Look for "image" in the material below and show each line that contains it.

DATA PROVIDED ::
Content starts

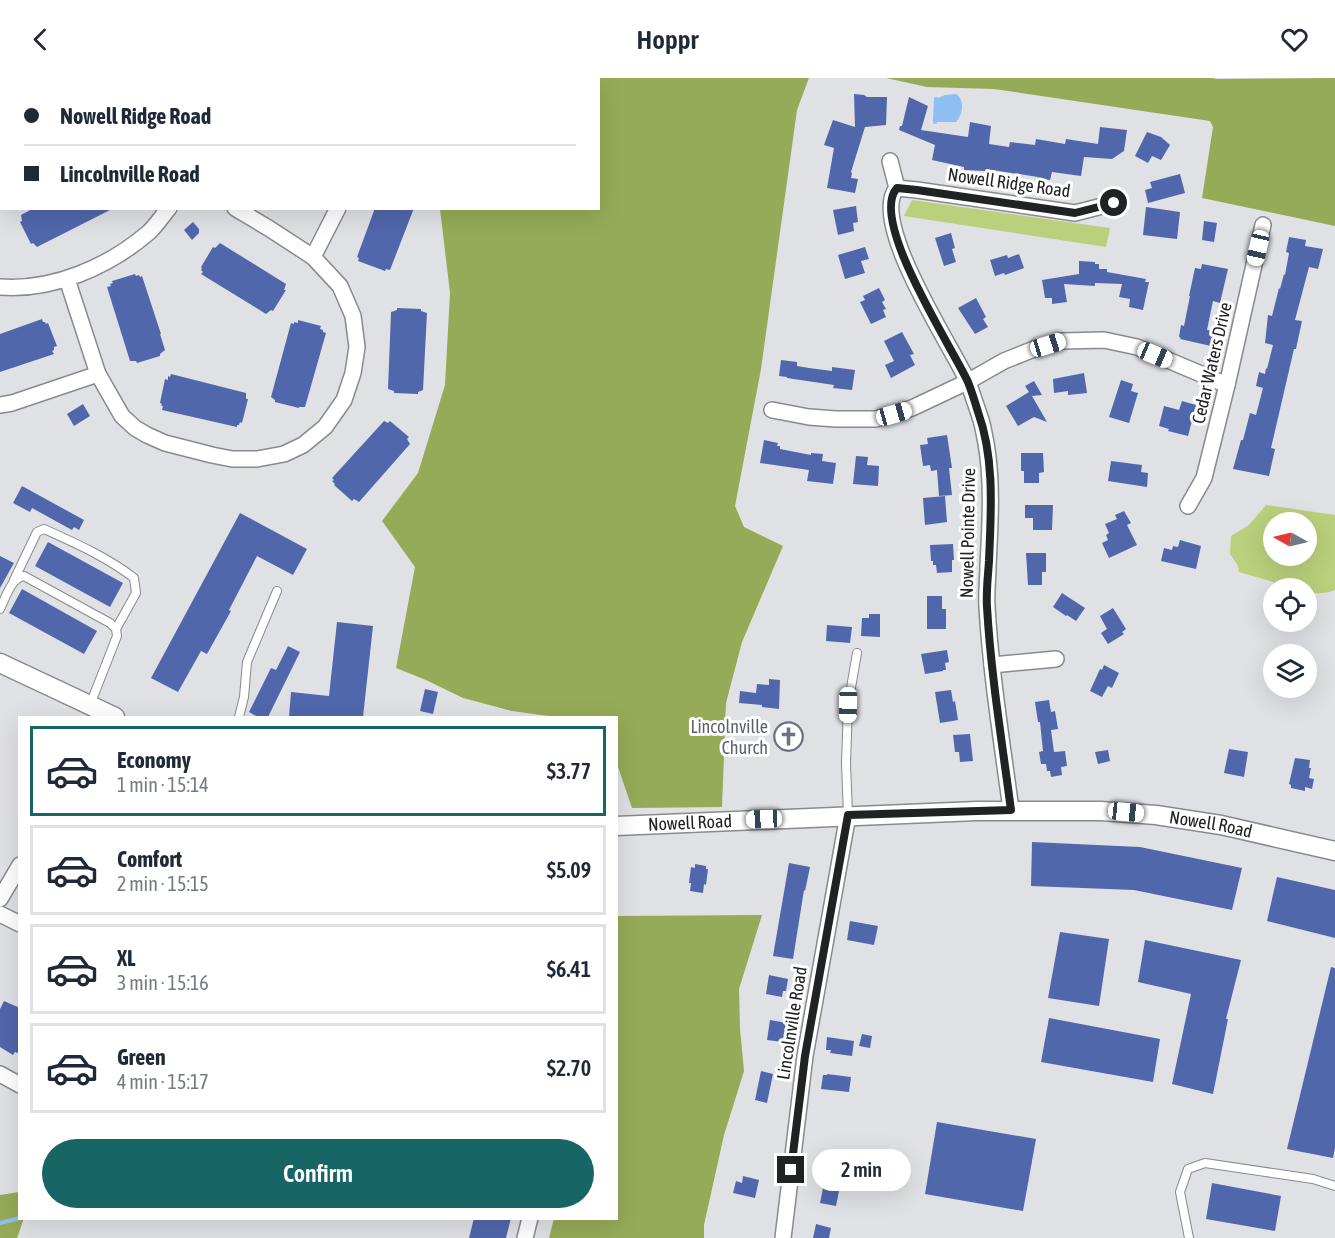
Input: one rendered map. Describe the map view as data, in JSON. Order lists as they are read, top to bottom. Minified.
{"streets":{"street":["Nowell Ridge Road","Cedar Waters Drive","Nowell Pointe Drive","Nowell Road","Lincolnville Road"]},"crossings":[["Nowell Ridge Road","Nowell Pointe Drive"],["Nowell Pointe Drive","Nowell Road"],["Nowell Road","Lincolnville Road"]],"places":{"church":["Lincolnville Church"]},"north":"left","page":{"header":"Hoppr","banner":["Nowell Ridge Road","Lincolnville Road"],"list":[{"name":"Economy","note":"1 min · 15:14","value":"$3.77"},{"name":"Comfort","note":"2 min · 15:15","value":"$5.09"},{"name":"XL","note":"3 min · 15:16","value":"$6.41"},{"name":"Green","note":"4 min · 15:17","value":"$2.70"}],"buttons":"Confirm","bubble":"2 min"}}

Content ends
Content starts

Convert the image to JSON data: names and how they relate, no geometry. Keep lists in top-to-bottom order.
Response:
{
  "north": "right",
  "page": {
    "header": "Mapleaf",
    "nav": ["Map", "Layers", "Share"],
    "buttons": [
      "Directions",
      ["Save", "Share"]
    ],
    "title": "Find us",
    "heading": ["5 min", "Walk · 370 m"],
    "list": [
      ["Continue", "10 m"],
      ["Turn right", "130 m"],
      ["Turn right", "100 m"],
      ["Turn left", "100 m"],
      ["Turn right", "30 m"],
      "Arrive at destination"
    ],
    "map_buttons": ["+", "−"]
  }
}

Content ends
Content starts

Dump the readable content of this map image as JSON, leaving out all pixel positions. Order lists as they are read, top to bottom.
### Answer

Content ends

EXPECTED OUTPUT ::
Convert the image to JSON data: names and how they relate, no geometry. Keep lists in top-to-bottom order.
Dump the readable content of this map image as JSON, leaving out all pixel positions. Order lists as they are read, top to bottom.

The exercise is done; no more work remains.